Linux OS (we've tested on Ubuntu 18.04 STD)
Docker version 20+
40GB memory
To install Docker on Linux, run:
$ sudo apt-get update
$ sudo apt-get install -y docker-ce
Make sure the docker daemon is running, then download the compressed artifact from the provided link and load it like so:
$ docker load < oopsla21ae.tar.gz
This might take some time. Once done, start the docker container:
$ docker run -it --cap-add=sys_nice --name artifact oopsla21ae
And finally test that the artifact works:
$ python3 ExpDriver.py --figure1 --figure59 --figure7table3
This should complete in about an hour.
Any commands should be run from /home/oopsla21ae/
.
Running all experiments fully takes almost two days to complete, so
we have implemented a fast path that can run all experiments
(on fewer libraries and applications) in about three hours.

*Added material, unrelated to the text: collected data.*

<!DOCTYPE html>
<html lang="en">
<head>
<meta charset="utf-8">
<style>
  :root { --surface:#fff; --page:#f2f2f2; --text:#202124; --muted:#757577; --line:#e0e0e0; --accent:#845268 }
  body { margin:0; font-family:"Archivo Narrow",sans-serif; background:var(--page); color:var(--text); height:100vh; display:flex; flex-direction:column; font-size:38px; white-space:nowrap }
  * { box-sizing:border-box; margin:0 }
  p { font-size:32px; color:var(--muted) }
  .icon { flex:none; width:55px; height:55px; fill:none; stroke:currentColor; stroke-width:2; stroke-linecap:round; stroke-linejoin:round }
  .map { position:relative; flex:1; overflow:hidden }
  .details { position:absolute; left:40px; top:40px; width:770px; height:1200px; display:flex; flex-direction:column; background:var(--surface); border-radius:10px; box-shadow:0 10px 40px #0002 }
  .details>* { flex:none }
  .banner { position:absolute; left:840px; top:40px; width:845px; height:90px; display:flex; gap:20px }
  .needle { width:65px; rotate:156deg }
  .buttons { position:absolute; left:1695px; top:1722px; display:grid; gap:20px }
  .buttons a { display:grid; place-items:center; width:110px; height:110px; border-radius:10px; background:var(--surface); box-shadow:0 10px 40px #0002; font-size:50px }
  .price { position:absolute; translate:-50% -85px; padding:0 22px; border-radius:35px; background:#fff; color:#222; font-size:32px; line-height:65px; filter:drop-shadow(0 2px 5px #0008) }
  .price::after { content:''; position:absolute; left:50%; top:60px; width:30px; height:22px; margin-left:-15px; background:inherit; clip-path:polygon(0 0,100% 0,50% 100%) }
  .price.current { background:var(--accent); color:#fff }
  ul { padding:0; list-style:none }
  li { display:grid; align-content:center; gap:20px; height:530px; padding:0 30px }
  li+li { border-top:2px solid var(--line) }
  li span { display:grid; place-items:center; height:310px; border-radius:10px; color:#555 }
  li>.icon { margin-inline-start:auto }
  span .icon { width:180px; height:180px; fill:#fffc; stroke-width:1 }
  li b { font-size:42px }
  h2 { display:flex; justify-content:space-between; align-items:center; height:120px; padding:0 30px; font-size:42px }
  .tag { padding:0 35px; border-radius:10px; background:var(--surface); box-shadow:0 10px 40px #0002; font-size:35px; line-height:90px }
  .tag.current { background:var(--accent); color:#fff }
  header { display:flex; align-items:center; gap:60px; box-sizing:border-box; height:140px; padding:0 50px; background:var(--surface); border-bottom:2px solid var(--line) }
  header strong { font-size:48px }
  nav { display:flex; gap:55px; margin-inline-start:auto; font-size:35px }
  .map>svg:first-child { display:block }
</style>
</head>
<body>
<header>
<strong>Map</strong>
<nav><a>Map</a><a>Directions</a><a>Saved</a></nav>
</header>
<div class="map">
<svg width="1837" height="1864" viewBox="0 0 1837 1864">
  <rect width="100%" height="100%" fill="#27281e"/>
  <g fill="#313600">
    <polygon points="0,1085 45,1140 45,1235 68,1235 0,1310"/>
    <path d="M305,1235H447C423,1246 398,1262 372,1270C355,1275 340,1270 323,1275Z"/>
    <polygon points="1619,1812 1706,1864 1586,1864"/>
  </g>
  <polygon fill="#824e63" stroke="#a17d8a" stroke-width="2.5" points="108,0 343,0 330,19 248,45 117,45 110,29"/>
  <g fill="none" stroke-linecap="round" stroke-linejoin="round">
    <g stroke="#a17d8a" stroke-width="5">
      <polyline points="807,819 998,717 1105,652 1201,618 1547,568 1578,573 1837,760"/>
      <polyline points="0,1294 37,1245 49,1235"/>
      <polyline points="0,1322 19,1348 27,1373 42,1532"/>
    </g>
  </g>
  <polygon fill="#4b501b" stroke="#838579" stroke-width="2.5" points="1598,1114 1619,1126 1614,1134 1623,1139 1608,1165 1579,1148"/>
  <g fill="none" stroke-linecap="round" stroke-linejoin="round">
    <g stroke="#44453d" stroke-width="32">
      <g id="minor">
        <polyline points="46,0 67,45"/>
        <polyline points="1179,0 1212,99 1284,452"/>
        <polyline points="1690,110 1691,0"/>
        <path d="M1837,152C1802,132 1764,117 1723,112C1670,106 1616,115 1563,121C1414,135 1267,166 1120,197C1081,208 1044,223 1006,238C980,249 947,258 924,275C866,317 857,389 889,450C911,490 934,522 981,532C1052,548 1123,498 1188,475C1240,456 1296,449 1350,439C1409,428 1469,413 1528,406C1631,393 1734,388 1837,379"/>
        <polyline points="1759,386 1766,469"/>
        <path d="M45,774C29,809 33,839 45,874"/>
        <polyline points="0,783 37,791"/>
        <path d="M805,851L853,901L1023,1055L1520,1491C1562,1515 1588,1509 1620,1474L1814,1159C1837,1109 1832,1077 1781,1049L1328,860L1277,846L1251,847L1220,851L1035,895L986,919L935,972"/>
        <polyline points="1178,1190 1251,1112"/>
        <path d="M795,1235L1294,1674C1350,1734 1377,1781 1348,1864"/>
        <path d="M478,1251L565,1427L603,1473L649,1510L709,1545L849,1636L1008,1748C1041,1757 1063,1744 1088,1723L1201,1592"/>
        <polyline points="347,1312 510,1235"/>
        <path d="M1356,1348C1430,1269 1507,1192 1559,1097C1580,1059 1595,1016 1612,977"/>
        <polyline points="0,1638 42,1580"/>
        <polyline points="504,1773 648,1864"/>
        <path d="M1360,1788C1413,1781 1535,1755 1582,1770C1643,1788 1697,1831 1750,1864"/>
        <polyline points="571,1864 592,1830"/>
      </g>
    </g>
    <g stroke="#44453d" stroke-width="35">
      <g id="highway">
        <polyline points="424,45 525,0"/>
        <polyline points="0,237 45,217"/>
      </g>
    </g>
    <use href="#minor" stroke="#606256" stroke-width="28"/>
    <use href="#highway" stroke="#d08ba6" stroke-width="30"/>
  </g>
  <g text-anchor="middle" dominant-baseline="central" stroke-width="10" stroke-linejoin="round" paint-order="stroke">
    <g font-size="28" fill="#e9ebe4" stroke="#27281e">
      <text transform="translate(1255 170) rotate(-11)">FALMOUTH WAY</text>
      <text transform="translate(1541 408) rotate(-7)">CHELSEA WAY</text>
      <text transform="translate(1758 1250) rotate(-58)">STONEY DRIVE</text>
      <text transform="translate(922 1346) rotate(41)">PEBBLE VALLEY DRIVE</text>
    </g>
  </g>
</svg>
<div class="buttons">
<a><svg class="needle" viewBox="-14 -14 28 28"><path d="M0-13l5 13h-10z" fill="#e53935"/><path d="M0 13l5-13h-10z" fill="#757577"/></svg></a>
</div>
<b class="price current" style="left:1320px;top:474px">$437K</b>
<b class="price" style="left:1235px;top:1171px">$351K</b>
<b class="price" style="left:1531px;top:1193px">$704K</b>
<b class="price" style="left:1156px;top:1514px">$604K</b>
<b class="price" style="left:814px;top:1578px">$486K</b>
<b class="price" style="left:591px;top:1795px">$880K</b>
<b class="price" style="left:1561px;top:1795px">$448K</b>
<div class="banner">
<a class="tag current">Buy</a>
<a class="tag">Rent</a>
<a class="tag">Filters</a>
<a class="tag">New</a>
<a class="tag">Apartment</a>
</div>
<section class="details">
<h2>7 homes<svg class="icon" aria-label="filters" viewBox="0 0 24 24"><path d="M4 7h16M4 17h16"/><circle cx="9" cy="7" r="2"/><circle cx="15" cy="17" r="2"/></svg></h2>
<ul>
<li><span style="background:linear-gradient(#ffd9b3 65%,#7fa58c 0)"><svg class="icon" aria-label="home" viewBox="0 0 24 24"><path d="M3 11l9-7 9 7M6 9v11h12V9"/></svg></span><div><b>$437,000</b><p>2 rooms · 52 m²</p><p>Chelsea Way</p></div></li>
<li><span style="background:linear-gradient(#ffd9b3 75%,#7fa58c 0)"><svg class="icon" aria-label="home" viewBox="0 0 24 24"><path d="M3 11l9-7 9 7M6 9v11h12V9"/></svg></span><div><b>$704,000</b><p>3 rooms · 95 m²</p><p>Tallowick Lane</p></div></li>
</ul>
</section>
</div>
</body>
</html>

The fast path is enabled by default, so use the '--full' flag
to run the full versions of experiments:
$ python3 ExpDriver.py [OPTIONS] --full
To run all experiments, run:
$ python3 ExpDriver.py --all [--full]
Expected running times for all experiments on this machine, running Ubuntu 18.04 STD and Docker 20.10.2, are listed here:
Figure 1 | Table 1 | Figures 5 and 9 | Figure 7 and Table 3 | Table 4 | Figure 8 | Total | |
---|---|---|---|---|---|---|---|
Fast | 20 min | - | 40 min | 2 min | - | - | 1 hr |
Full | 7 hrs | 20 min | 9 hrs | 20 min | 1 hr | 1 hr | ~19 hrs |
To run individual experiments, simply replace '--all' with the corresponding experiment's flag, found by running:
$ python3 ExpDriver.py --help
...
--figure1 generate figure 1
--table1 generate table 1
--figure59 generate figures 5 and 9
--figure7table3 generate figure 7 and table 3
--table4 generate table 4
--figure8 generate figure 8
...
To generate Figure 7 and Table 3, for example, run the following:
$ python3 ExpDriver.py --figure7table3 [--full]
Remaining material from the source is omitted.